And Saul, went from strength to strength - literally. Verse 22, which we examined briefly last time, says, ‘Yet Saul grew more and more powerful… proving that Jesus is the Messiah’. What do these things mean? Well, how could he prove that Jesus is the Messiah to these Jews? He did it as God’s ‘chosen instrument’ using God’s wonderful shaping and training. He made use of his Old Testament education. He now pointed to those scriptures and their Messianic details and description and showed what they were describing. They were describing Jesus. Nobody could argue against what Saul was claiming. So convincing was his logic that they were ‘baffled’ – silenced, shut up – not knowing what to do or say. Consequently Saul, ‘grew more and more powerful’. I think this is pointing us to his boldness increasing, despite the opposition that he faced, which is described in verse 23. People couldn’t stop his arguments so they decided to stop him – ‘there was a conspiracy… to kill him’. How could he have found strength in such circumstances?

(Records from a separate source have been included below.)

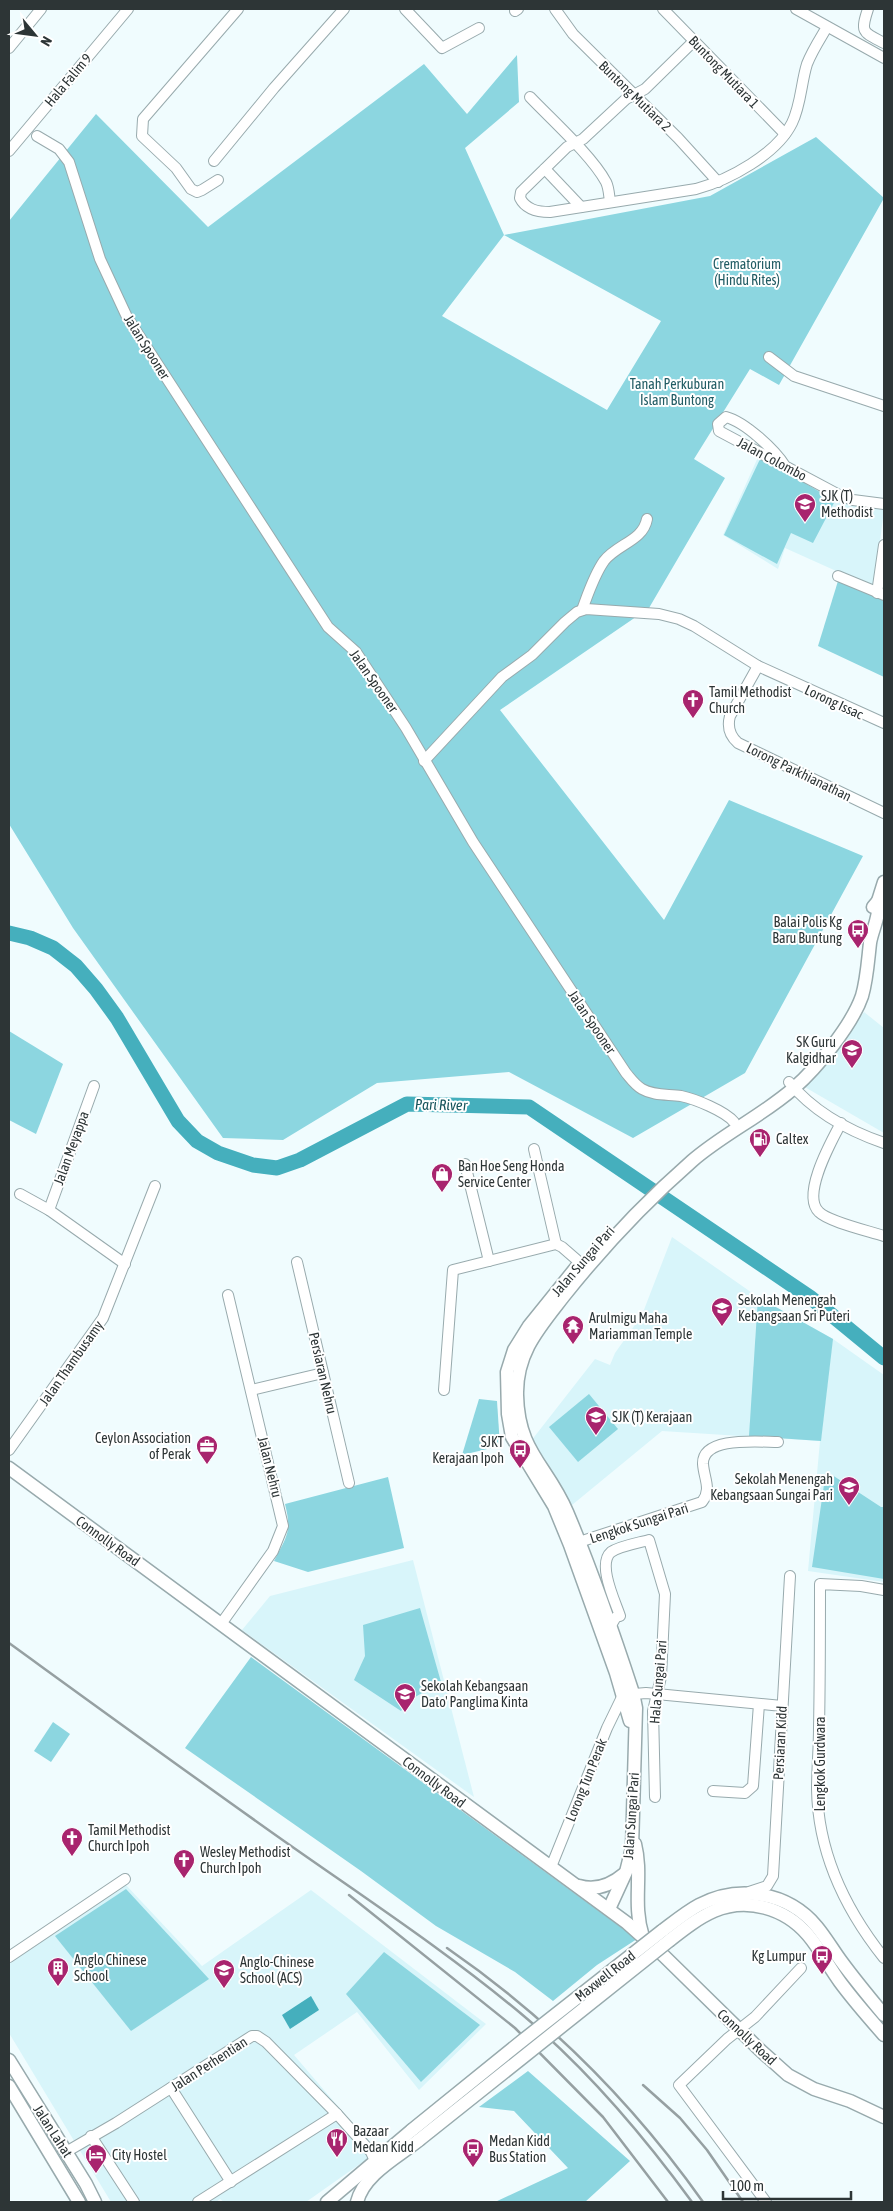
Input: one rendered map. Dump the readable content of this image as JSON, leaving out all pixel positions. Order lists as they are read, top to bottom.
{
  "streets": {
    "main road": [
      "Jalan Sungai Pari",
      "Connolly Road",
      "Maxwell Road",
      "Jalan Lahat"
    ],
    "street": [
      "Buntong Mutiara 1",
      "Hala Falim 9",
      "Buntong Mutiara 2",
      "Jalan Spooner",
      "Jalan Colombo",
      "Lorong Issac",
      "Lorong Parkhianathan",
      "Jalan Meyappa",
      "Jalan Thambusamy",
      "Persiaran Nehru",
      "Jalan Nehru",
      "Lengkok Sungai Pari",
      "Hala Sungai Pari",
      "Persiaran Kidd",
      "Lengkok Gurdwara",
      "Lorong Tun Perak",
      "Jalan Perhentian"
    ]
  },
  "crossings": [
    ["Jalan Spooner", "Jalan Sungai Pari"],
    ["Lorong Issac", "Lorong Parkhianathan"],
    ["Jalan Sungai Pari", "Lengkok Sungai Pari"],
    ["Jalan Sungai Pari", "Connolly Road"],
    ["Jalan Sungai Pari", "Lorong Tun Perak"],
    ["Jalan Nehru", "Connolly Road"],
    ["Connolly Road", "Lorong Tun Perak"],
    ["Persiaran Kidd", "Maxwell Road"],
    ["Maxwell Road", "Jalan Perhentian"],
    ["Jalan Perhentian", "Jalan Lahat"]
  ],
  "water": ["Pari River"],
  "parks": ["Crematorium (Hindu Rites)", "Tanah Perkuburan Islam Buntong"],
  "places": {
    "school or university": [
      "SJK (T) Methodist",
      "SK Guru Kalgidhar",
      "Sekolah Menengah Kebangsaan Sri Puteri",
      "SJK (T) Kerajaan",
      "Sekolah Menengah Kebangsaan Sungai Pari",
      "Sekolah Kebangsaan Dato' Panglima Kinta",
      "Anglo-Chinese School (ACS)"
    ],
    "church": ["Tamil Methodist Church", "Tamil Methodist Church Ipoh", "Wesley Methodist Church Ipoh"],
    "bus stop": [
      "Balai Polis Kg Baru Buntung",
      "SJKT Kerajaan Ipoh",
      "Kg Lumpur",
      "Medan Kidd Bus Station"
    ],
    "fuel station": ["Caltex"],
    "shop": ["Ban Hoe Seng Honda Service Center"],
    "temple": ["Arulmigu Maha Mariamman Temple"],
    "office": ["Ceylon Association of Perak"],
    "building": ["Anglo Chinese School"],
    "restaurant": ["Bazaar Medan Kidd"],
    "hotel": ["City Hostel"]
  },
  "scale_bar": "100 m",
  "north": "bottom right"
}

Well, the Bible, as always, has the answer. I used the word ‘strength’ in place of the NIV’s ‘powerful’. There is a reason for that. In the vast majority of English Bible translations the original Greek word is translated as ‘strength’. Of the 15, I checked, only the NIV and NLT and one other go for ‘more powerful’. All bar one other translate as ‘more strength’ or stronger. Now, I’m not saying that I think the NIV is wrong – after all, ‘more powerful’ and ‘stronger’ mean much the same thing. It’s just that, to think of it terms of ‘strength’ is useful in order to understand where Saul’s ‘strength’ came from in Acts 9. And it is useful, so that we can understand where we, in similar situations, must be looking, in order to be strong and steadfast too.

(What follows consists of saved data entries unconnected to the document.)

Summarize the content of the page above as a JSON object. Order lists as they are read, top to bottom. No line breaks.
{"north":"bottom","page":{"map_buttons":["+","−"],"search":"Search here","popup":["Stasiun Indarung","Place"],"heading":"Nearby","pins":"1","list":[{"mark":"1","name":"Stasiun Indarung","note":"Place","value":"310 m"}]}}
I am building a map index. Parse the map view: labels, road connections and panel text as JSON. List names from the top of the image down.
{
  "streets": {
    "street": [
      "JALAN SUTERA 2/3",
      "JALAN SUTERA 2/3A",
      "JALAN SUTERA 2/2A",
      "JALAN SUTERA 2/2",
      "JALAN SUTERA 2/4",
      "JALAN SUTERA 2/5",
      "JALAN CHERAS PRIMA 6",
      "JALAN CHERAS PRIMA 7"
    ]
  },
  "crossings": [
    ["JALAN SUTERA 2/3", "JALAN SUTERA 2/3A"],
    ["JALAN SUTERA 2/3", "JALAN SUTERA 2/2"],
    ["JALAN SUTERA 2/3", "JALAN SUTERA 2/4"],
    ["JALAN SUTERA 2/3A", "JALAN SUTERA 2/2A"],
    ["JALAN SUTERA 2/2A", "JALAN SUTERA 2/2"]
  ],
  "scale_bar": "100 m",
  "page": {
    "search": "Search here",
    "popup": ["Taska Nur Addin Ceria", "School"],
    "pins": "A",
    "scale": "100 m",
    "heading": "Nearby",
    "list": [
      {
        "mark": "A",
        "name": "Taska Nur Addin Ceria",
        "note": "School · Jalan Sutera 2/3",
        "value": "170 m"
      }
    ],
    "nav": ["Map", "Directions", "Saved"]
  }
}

The original Greek word is ‘endynamoō’. It only appears in six other places in the New Testament. All of those other six are found in the letters of Saul/Paul. And, in the NIV, in all six other instances, it is translated in terms of strength – either as ‘strength’, ‘strong’ or ‘stronger’, depending on the surrounding context. Also, and this is perhaps the important point, in all six cases the source of a believer’s strength is seen within that immediate context. Let’s take a look.

In Romans 4:20, Paul says this about Abraham – ‘… he did not waver through unbelief regarding the promise of God, but was strengthened in his faith and gave glory to God’. In Ephesians 6:10, Paul instructs those believers - ‘be strong in the Lord and in his mighty power’. In Philippians 4:13, Paul has been detailing how he could remain contented regardless of his present circumstances. He says, ‘I can do all this…’ We might be thinking, ‘I wish I could!’ Well listen to Paul. He says - and we’ll only be able to say this, if the source of our strength in adversity is the same as his was – ‘I can do all this through him who gives me strength’. The word is then translated as strength/strong three times in Paul’s writings to Timothy. In 1 Timothy 1:12, Paul says, ‘I thank Christ Jesus our Lord, who has given me strength’. In 2 Timothy 2:1, he instructs Timothy to ‘be strong’. He doesn’t tell him to ‘be strong because you’ve got to be’. He doesn’t tell him ‘be strong because otherwise everything’s going to go to pot’. What encouragement would that be? That would have just piled the pressure on that young believer. No. Paul tells him to ‘be strong’ because he has reason to be strong. Paul says, ‘be strong in the grace that is in Christ Jesus’.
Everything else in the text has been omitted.